There are numerous examples that can be given. No one who wanted to have good H & E staining of routine sections would use osmium fixation. Quite apart from the cost, the eosin staining would be terrible. On the other hand, it would be most appropriate to use an acetic acid containing fixative if the primary target for demonstration was the cell nucleus. With cytoplasmic granules as the primary target, it should probably be avoided.

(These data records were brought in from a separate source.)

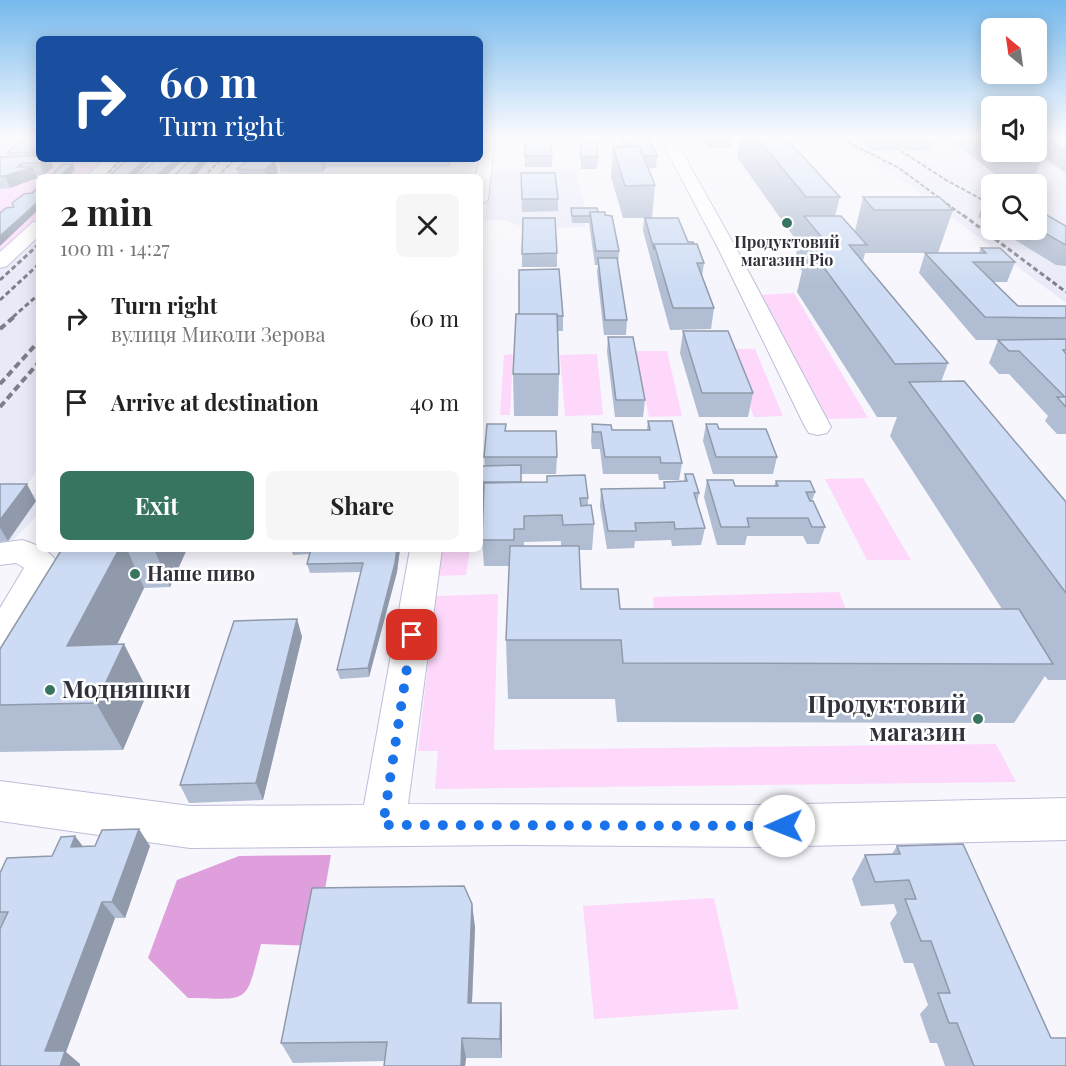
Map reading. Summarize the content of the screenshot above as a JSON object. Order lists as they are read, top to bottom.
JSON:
{
  "places": [
    "Продуктовий магазин Ріо",
    "Наше пиво",
    "Модняшки",
    "Продуктовий магазин"
  ],
  "north": "top left",
  "page": {
    "turn": ["60 m", "Turn right"],
    "heading": ["2 min", "100 m · 14:27"],
    "list": [
      {
        "name": "Turn right",
        "note": "вулиця Миколи Зерова",
        "value": "60 m"
      },
      {
        "name": "Arrive at destination",
        "value": "40 m"
      }
    ],
    "buttons": ["Exit", "Share"]
  }
}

It is the histotechnologist’s responsibility to be aware of the most appropriate fixative to use, to know what staining techniques are most effective following fixation in particular mixtures, and to be aware of the likely results of unusual fixative and staining technique combinations.


  1. Culling C.F.A., (1974)
    Handbook of histopathological and histochemical techniques, Ed. 3
    Butterworth, London, UK.
  2. Baker, John R., (1958)
    Principles of biological microtechnique
    Methuen, London, UK.
  3. Gray, Peter. (1954)
    The Microtomist’s Formulary and Guide.
    Originally published by:– The Blakiston Co.
    Republished by:– Robert E. Krieger Publishing Co.
  4. Drury, R.A.B. and Wallington, E.A.,
    Carleton’s Histological Technique, Ed. 5,
    Oxford University Press, Oxford, UK.